July 21, 2020 -- According to research presented during a recent virtual session of the Society of Interventional Radiology, there has been progress on a novel treatment for patients with advanced mesothelioma.
Mesothelioma is a rare and often fatal form of cancer that predominantly targets the lining of the lungs. The average life expectancy of those diagnosed with mesothelioma is typically 12-21 months after diagnosis. The disease is often diagnosed in the late stages due to a long latency period and tendency to be misdiagnosed as a number of less severe ailments. Because of the likelihood of a later prognosis, the five-year survival rate for people with mesothelioma is only 10% on average.

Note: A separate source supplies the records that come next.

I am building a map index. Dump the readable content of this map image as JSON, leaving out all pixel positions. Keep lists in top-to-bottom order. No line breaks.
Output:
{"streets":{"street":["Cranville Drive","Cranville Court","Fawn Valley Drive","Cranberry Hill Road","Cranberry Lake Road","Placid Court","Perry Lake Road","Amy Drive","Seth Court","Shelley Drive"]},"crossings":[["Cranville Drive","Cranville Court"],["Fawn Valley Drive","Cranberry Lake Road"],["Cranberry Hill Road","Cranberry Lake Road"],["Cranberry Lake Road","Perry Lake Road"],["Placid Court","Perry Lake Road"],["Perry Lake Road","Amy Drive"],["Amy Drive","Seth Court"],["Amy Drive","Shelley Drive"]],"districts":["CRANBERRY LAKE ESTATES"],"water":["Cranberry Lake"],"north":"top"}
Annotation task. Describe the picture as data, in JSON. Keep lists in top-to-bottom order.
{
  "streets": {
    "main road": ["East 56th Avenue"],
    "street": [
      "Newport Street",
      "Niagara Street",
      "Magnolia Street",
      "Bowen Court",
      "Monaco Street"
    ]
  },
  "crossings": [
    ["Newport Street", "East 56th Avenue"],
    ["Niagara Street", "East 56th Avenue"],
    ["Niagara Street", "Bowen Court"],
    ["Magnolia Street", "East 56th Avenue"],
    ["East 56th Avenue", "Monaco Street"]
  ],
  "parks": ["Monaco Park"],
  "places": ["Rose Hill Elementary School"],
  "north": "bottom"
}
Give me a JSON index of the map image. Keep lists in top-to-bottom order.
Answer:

Once the cancer is confirmed, doctors will generally classify the disease into one of the four stages based on progression. Patients who receive a diagnosis around stage I or II have the most treatment options available. It is more commonly identified at stages III and IV where options become limited due to the metastasis to other parts of the body. However, as technology progresses, options for alternative types of care are becoming more widely accessible.
A new treatment called transarterial chemoperfusion (TACP) is not only safer and more effective than traditional methods but also may drastically improve the quality of life for patients who have few treatment options.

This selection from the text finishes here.